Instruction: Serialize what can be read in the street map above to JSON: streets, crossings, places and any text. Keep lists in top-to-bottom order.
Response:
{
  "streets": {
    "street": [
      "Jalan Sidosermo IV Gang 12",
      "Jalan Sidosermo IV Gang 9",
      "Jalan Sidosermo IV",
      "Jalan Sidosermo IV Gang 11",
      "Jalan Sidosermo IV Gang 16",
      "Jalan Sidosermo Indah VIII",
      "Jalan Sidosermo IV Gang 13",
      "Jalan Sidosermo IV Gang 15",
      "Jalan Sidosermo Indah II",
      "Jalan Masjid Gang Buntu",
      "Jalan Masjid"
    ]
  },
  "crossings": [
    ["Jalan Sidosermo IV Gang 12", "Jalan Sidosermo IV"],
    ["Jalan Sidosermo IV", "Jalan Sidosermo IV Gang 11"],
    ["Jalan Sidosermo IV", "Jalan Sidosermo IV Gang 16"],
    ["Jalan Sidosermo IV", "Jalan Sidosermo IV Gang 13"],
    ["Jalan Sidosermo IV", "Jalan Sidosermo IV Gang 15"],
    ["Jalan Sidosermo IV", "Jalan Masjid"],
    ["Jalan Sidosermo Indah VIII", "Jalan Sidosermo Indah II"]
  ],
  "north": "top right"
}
---
**Brief**:
Report each line of the data that includes the string "Masjid".

**Answer to the exercise**:
      "Jalan Masjid Gang Buntu",
      "Jalan Masjid"
    ["Jalan Sidosermo IV", "Jalan Masjid"],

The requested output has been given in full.